2 décembre 2015

Tout s'explique

Le parlement britannique vote pour mener des frappes en Syrie

Qui soutient le projet de Cameron ?

David Cameron demande aujourd’hui aux députés britanniques de voter en faveur de frappes aériennes en Syrie contre l’organisation État islamique. Le débat a été ouvert dans l’après-midi et se poursuivra dans la soirée. Les conservateurs et près de 100 travaillistes (sur 231) ont d’ores et déjà annoncé qu’ils se prononceront en faveur des frappes.
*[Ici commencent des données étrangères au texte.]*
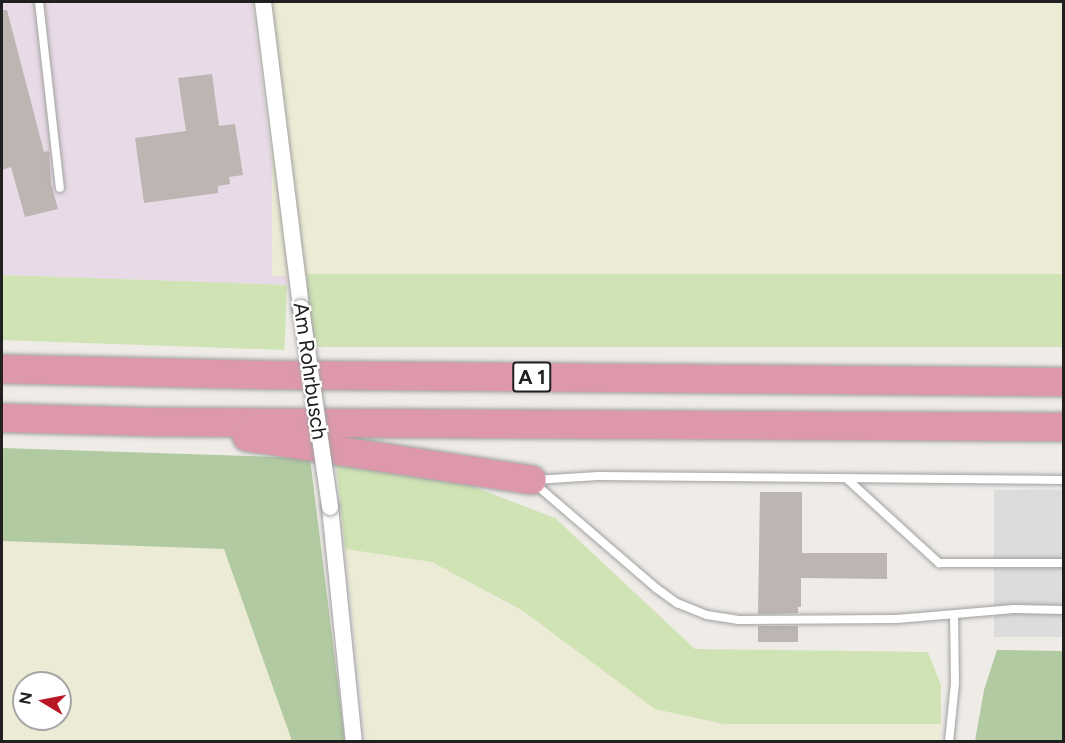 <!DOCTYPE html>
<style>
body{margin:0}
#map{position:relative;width:1065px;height:743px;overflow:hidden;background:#efece8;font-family:Figtree,sans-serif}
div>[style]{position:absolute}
.industrial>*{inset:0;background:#e8dae6}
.farmland>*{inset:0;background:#ecebd5;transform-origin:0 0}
.grass>*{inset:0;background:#cfe3b4;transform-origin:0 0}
.forest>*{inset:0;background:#b1caa1}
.parking>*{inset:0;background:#dcdcdc;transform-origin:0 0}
.building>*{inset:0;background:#bdb5b1;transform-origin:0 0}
.roads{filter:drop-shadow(0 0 2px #a1a1a1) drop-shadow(0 0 2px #a1a1a1)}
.service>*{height:8px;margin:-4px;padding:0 4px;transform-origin:4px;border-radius:4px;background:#fff}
.minor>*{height:16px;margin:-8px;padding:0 8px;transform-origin:8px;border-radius:8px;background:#fff}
.motorway>*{height:28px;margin:-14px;padding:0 14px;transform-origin:14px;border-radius:14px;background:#dd99ab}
.bridges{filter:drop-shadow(0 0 2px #a1a1a1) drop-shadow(0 0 2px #a1a1a1)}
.minor-bridge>*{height:16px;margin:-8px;padding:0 8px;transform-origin:8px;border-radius:8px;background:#fff}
span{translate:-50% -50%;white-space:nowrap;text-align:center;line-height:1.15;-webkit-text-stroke:4.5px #fff;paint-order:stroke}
.shield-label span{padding:2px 4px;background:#fff;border:2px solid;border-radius:4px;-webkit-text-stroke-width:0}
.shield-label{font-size:20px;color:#202020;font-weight:700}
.street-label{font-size:21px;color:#202020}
.frame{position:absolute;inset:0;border:3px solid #202020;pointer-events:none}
.north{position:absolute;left:12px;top:671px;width:60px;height:60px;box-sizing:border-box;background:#fff;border:2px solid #a6a6a6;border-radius:50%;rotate:280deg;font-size:16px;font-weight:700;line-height:24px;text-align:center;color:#202020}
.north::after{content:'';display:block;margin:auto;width:21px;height:27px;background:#b91725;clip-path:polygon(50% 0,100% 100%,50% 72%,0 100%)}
</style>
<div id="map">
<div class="industrial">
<div style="clip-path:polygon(2px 2px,252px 2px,287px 285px,2px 275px)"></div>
</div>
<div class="farmland">
<div style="left:272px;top:2px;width:791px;height:274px"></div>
<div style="clip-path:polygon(evenodd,2px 541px,224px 549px,292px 741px,2px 742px,2px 541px,24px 683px,60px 683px,60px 719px,24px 719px,24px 683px)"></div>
<div style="clip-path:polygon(345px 549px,432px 562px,724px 724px,941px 724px,939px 741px,366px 741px)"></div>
</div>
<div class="grass">
<div style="left:307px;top:274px;width:756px;height:73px"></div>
<div style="left:2px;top:275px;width:285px;height:65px;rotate:2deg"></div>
<div style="clip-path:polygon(336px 462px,448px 477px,555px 518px,695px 649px,928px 652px,941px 685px,941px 724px,724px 724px,655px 709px,523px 611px,432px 562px,345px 549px)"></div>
</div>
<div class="forest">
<div style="clip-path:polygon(2px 448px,310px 458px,345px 741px,292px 741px,224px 549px,2px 541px)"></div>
<div style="clip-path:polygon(997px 650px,1063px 651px,1063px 741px,975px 741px,984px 690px)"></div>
</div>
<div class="parking">
<div style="left:994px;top:490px;width:69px;height:147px"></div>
</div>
<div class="building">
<div style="clip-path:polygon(2px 10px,7px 10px,44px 152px,49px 151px,51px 184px,58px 209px,25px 217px,11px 167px,2px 170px)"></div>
<div style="clip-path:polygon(212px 74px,219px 126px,235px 124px,243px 175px,229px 177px,230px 184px,218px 186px,218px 193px,144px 203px,135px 138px,186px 131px,178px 78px)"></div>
<div style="clip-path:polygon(760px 492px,802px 492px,802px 553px,887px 553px,887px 579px,801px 578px,801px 607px,798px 607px,798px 613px,758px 614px)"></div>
<div style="left:758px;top:626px;width:40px;height:16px"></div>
</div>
<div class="roads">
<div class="service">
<div style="left:39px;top:2px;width:187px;rotate:83.6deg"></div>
<div style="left:847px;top:479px;width:125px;rotate:42.4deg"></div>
<div style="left:939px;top:563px;width:125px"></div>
<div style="left:535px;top:480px;width:63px;rotate:-3.6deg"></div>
<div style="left:598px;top:476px;width:466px;rotate:0.5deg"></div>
<div style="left:534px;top:483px;width:161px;rotate:40.7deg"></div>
<div style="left:656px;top:588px;width:26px;rotate:36deg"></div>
<div style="left:677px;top:603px;width:32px;rotate:22deg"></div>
<div style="left:707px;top:615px;width:32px;rotate:9deg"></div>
<div style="left:739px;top:620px;width:158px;rotate:-0.4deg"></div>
<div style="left:897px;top:619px;width:117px;rotate:-4.9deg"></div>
<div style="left:1014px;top:609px;width:50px;rotate:1.1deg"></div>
<div style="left:949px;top:742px;width:59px;rotate:-84.2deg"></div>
<div style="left:955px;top:683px;width:68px;rotate:-90.8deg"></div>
</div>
<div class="minor">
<div style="left:263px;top:2px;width:308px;rotate:82.9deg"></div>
<div style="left:330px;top:507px;width:236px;rotate:84.2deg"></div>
</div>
<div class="motorway">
<div style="left:2px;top:369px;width:264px;rotate:1.3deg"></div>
<div style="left:266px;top:375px;width:798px;rotate:0.5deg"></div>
<div style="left:2px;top:418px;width:148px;rotate:1.5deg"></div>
<div style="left:150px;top:422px;width:914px;rotate:0.31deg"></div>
<div style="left:247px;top:437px;width:288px;rotate:8.6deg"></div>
</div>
</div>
<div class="bridges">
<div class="minor-bridge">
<div style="left:301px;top:308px;width:201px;rotate:81.7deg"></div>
</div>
</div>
<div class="shield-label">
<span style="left:532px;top:377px">A 1</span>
</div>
<div class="street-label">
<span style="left:310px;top:371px;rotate:82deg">Am Rohrbusch</span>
</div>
<div class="frame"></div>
<div class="north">N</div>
</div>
David Cameron estime qu’il faut répondre à l’appel de la France et que la contribution britannique pourra faire « une vraie différence ». En revanche, certains députés de son propre camp, comme John Baron, refusent de rééditer l’expérience libyenne (2011) où aucun plan à long terme n’avait été prévu avant l’intervention.

Pourquoi Jeremy Corbyn a-t-il fini par accorder une liberté de vote aux députés travaillistes ?

Connu pour ses positions pacifistes, le leader du parti travailliste Jeremy Corbyn est hostile à toute intervention militaire. Mais il s’est heurté à une forte opposition interne : près de la moitié des membres du cabinet fantôme, le gouvernement virtuel nommé par l’opposition, ont annoncé qu’ils voteraient avec le gouvernement. Jeremy Corbyn refusait initialement d’accorder une liberté de vote, avant d’envisager de l’autoriser en l’assortissant d’un rappel de l’opposition officielle du parti aux frappes. Ce week-end, les parlementaires travaillistes ont refusé cette proposition de compromis, plusieurs membres du cabinet fantôme, dont Hilary Benn, en charge des Affaires étrangères, menaçant même de démissionner.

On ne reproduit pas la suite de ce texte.